# WHAT IS BEING ASKED:
Print all the data that follows exactly, images excluded.

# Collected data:
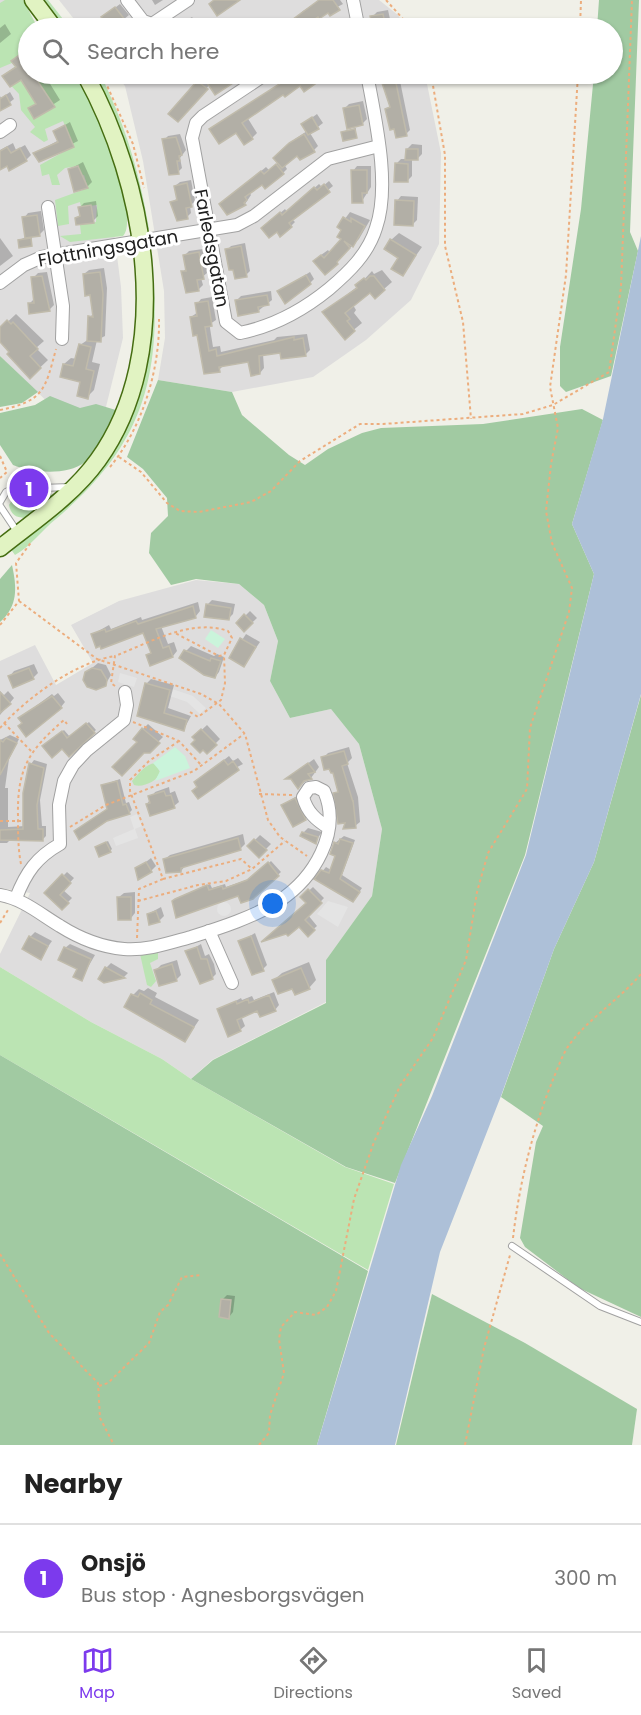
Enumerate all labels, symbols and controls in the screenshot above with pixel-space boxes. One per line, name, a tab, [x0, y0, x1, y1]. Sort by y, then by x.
search box	[18, 18, 623, 84]
icon: search	[39, 35, 72, 68]
text: Search here	[87, 36, 220, 67]
street label: Farledsgatan	[188, 187, 236, 309]
street label: Flottningsgatan	[36, 223, 180, 273]
pin: 1	[9, 466, 48, 510]
your location	[258, 889, 287, 918]
text: Nearby	[24, 1466, 122, 1502]
text: Onsjö	[81, 1548, 146, 1579]
text: 1	[40, 1564, 47, 1592]
text: 300 m	[554, 1564, 617, 1592]
text: Bus stop · Agnesborgsvägen	[81, 1581, 365, 1609]
tab: Map	[79, 1644, 115, 1705]
tab: Directions	[274, 1644, 353, 1705]
tab: Saved	[512, 1644, 562, 1705]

# SOLUTION FOR THIS TASK:
Enumerate all labels, symbols and controls in the screenshot above with pixel-space boxes. One per line, name, a tab, [x0, y0, x1, y1]. Sort by y, then by x.
search box	[18, 18, 623, 84]
icon: search	[39, 35, 72, 68]
text: Search here	[87, 36, 220, 67]
street label: Farledsgatan	[188, 187, 236, 309]
street label: Flottningsgatan	[36, 223, 180, 273]
pin: 1	[9, 466, 48, 510]
your location	[258, 889, 287, 918]
text: Nearby	[24, 1466, 122, 1502]
text: Onsjö	[81, 1548, 146, 1579]
text: 1	[40, 1564, 47, 1592]
text: 300 m	[554, 1564, 617, 1592]
text: Bus stop · Agnesborgsvägen	[81, 1581, 365, 1609]
tab: Map	[79, 1644, 115, 1705]
tab: Directions	[274, 1644, 353, 1705]
tab: Saved	[512, 1644, 562, 1705]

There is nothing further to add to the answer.